My boyfriend said that he got intimate with his best friend
My life was going pretty well with typical teenage things until I decided to go to Bangalore for my higher studies. I went there, and the first months were fine. Then I met him. He was my friend’s friend. At first, we just talked, and eventually, we fell in love. At that time, he was about to break up with his girlfriend (as he said). We continued our relationship to the next level. We had many moments together, and finally, I completed my course and planned to return to Bangalore for a job. I returned home, and he stayed in Bangalore. Later, he told me that his friend was coming to Bangalore for a job-related thing and needed a place to stay, and it would be better for her to stay with him. I was not okay with it at first, but he convinced me (she was his best friend). I finally agreed, and she arrived in Bangalore. The next day was my birthday. They both wished me, and I was happy. She left Bangalore that day for work. On that day, he was acting strange, and I asked him what happened. He said it was nothing and that he was okay. The next morning, he told me he was a bad guy and I was a nice girl and other things like that.
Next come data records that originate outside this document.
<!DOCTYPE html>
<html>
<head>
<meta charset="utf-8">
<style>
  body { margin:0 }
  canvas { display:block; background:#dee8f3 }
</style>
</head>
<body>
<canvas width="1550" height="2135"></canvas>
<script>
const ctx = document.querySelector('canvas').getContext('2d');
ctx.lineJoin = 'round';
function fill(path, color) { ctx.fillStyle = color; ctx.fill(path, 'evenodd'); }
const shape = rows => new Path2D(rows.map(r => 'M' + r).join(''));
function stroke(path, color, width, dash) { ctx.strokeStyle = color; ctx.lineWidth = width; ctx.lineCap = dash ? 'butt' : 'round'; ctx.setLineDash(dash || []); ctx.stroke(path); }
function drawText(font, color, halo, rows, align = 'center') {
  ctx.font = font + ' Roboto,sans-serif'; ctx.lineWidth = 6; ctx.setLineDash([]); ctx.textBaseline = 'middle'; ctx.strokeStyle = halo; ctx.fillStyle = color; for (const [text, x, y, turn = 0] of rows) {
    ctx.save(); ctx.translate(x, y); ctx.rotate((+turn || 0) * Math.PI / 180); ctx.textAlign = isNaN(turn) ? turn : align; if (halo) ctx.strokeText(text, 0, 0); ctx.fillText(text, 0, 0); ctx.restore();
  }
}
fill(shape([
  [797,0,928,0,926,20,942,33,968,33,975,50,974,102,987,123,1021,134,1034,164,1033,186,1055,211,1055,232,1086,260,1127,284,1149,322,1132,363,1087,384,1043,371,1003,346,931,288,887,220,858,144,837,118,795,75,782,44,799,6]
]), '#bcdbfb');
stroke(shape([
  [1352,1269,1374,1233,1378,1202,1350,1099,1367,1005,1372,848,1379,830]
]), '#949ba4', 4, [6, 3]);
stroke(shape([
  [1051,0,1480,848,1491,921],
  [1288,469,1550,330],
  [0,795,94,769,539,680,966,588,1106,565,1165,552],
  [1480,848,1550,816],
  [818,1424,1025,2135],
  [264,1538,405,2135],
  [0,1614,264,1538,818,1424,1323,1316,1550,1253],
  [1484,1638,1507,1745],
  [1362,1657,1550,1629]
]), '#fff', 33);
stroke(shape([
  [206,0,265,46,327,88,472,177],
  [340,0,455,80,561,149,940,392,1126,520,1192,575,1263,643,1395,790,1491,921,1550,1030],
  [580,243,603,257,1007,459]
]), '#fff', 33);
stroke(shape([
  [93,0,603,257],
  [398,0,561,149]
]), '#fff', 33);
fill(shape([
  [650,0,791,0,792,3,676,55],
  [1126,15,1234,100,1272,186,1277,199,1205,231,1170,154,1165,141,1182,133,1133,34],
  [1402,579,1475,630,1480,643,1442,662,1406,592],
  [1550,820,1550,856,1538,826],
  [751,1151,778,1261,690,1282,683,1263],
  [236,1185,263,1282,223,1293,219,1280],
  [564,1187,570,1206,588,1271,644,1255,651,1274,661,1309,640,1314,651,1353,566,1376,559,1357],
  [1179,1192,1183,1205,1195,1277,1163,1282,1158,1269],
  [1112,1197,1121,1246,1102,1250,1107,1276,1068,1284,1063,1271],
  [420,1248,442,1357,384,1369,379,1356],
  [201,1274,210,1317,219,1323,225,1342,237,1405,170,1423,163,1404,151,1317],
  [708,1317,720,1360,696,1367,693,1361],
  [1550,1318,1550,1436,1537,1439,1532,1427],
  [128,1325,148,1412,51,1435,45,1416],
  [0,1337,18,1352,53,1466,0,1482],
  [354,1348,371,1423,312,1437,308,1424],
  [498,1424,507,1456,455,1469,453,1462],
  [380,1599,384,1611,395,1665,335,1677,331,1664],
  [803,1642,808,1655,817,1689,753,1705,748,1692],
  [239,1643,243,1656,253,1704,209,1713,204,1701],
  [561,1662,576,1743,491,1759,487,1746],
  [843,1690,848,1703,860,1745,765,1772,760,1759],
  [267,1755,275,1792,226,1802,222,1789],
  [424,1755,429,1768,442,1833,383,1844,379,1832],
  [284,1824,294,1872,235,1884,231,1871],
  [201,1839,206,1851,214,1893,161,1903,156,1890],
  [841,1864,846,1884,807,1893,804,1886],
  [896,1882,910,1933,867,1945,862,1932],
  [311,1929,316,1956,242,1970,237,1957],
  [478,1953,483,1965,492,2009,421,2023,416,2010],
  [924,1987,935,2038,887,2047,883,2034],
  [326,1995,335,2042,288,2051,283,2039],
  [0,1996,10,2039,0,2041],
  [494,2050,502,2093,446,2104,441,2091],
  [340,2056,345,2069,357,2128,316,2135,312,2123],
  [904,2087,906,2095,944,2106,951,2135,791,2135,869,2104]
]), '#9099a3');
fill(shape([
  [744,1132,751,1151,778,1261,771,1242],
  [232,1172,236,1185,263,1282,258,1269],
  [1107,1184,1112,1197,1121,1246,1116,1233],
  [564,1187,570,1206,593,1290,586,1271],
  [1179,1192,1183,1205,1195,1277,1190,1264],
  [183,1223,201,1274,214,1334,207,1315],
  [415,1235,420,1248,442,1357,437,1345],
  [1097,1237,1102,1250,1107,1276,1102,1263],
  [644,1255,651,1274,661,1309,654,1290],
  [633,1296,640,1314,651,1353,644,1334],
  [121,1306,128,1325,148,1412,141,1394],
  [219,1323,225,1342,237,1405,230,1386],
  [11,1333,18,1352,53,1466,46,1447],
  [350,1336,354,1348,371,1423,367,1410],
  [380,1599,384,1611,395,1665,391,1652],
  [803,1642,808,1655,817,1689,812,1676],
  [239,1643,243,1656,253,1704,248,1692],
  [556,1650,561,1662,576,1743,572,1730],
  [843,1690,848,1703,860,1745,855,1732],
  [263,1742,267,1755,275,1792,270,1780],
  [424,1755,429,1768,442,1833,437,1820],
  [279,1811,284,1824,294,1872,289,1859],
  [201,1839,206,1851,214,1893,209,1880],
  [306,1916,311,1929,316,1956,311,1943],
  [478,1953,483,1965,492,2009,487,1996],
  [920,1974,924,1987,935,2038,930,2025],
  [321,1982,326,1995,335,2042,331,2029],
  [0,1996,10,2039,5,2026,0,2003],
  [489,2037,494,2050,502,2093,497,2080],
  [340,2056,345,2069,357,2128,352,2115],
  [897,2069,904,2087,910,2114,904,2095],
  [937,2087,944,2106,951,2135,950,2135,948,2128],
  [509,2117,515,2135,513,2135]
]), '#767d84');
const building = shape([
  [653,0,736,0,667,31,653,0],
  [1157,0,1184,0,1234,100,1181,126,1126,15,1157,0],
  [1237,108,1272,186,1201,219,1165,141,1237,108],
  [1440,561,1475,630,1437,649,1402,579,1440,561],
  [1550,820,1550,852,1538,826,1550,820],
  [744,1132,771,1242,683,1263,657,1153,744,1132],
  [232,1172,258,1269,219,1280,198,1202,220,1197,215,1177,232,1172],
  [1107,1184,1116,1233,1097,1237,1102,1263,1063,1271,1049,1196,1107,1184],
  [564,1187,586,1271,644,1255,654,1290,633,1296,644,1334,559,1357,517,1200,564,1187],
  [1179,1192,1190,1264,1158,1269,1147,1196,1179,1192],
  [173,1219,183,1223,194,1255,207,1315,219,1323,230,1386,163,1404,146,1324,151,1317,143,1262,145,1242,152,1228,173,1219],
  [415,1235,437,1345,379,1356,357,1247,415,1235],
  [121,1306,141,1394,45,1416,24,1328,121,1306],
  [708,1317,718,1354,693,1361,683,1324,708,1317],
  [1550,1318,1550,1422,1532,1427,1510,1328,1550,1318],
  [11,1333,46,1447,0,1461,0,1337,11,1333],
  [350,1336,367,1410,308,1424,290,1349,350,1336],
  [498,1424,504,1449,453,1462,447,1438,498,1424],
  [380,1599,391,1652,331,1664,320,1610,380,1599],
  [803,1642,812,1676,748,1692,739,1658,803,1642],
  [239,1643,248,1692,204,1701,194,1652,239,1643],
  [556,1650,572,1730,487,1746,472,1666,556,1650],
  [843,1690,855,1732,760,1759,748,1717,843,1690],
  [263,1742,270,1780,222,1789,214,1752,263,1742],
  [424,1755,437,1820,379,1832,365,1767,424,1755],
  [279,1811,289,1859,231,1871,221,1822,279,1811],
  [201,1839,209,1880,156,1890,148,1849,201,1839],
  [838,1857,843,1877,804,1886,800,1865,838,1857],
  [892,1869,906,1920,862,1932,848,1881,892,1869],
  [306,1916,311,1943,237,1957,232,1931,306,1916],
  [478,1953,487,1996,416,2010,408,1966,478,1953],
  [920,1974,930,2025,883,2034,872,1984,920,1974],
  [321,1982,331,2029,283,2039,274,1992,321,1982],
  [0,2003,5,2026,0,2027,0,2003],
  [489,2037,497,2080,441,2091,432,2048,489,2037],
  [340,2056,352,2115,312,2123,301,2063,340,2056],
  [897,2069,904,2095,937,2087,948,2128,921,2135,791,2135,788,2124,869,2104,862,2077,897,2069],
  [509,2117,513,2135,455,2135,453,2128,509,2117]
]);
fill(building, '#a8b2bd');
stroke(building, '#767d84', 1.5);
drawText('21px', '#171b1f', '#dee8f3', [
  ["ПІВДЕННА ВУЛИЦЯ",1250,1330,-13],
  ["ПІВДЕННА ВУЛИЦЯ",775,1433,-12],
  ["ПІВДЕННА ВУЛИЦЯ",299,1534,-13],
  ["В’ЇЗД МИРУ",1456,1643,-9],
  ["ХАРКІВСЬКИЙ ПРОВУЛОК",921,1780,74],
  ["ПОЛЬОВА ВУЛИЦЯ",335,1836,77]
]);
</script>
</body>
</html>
I was confused and didn’t understand what he was trying to say. Then he said he and his best friend had s*x the previous night, on my birthday. I was shocked and heartbroken. Later, he said he was joking or making up a story to tease me. The worst thing was that I trusted him blindly.
After some months, he forced me to go back to Bangalore and stay with him, but I was not ready. He threatened to call my parents and tell them about our relationship, including that we had s*x and show them pictures as evidence. I had no other option and decided to go to him, leaving my parents, which I regret deeply. He came to pick me up in my hometown, and I went with him. After my parents found out, they complained to the police, who reached out to us and asked us to come to the police station. While we were on the train, he accused me of being with other guys and acted crazy. I was scared, and he warned me about the pictures and asked me to tell the police that I would go back with him and not with my parents. I was forced to say that, but my parents brought me back home, saying they were ready for marriage with him, which I was not interested in but was forced to agree to.
While I was home, my parents and friends investigated his past and found out that he was a drug addict and had other serious issues. I had no other option but to stay with him because of his threats. Finally, I found out that the incident with his best friend was true, and so were the things my parents discovered. My parents and friends supported me, telling me not to worry about his threats. I decided to leave him and was ready to face anything that might happen. My parents finally called him and told him I was no longer in the relationship. When he heard this, he behaved like a psycho, and his mom started threatening my parents. But I stood by my parents’ side, and we fought against him and his family. I was depressed for months and still haven’t fully recovered. My father and brother still don’t fully trust me and are not recovered from the trauma, just like me. They still fear I might go back to him. But my mom has been the only one who has supported me all along. I regret choosing him over my family. The pain I’m living with now is indescribable. I’m still trying to recover with the support of my loved ones. He threatened me for months (without my parents knowing), but my friends and I fought back. Now he’s not showing up, and if he does, I’m determined not to give up and to face him. My friends and family are the best things that have happened to me. I’m now focused on building my career and promised my parents and myself that I won’t fall into another relationship or go against their wishes again. I’m still not in touch with my brother, and that hurts me. I hope he will forgive me one day.
I can’t smile openly. I smile during the day to show my family that I’m okay, but at night, I’m haunted by the worst memories and the things I did to my parents and friends. There is so much more that happened that I can’t write it all down. I regret my past and am ready to do anything to make my family happy. But something is holding me back from being my old self. I’m trying my best. Recently, another guy expressed his love for me, but I’m still scared of relationships. I told him that I’m not interested in a relationship or going against my parents’ wishes. He’s still not ready to give up on me and says he loves me for who I am, not my past. But I won’t fall for him because I’m still scared of relationships. I tried to make him understand, and he accepted my request reluctantly. He said that if I ever change my mind, I should go back to him. Do you think it’s okay for me to let him propose to my family about his interest in me? Is that the right thing to do, or should I let him give up on me? I’m still traumatized and don’t know what to say. I can’t trust anyone easily. That’s how I am traumatized.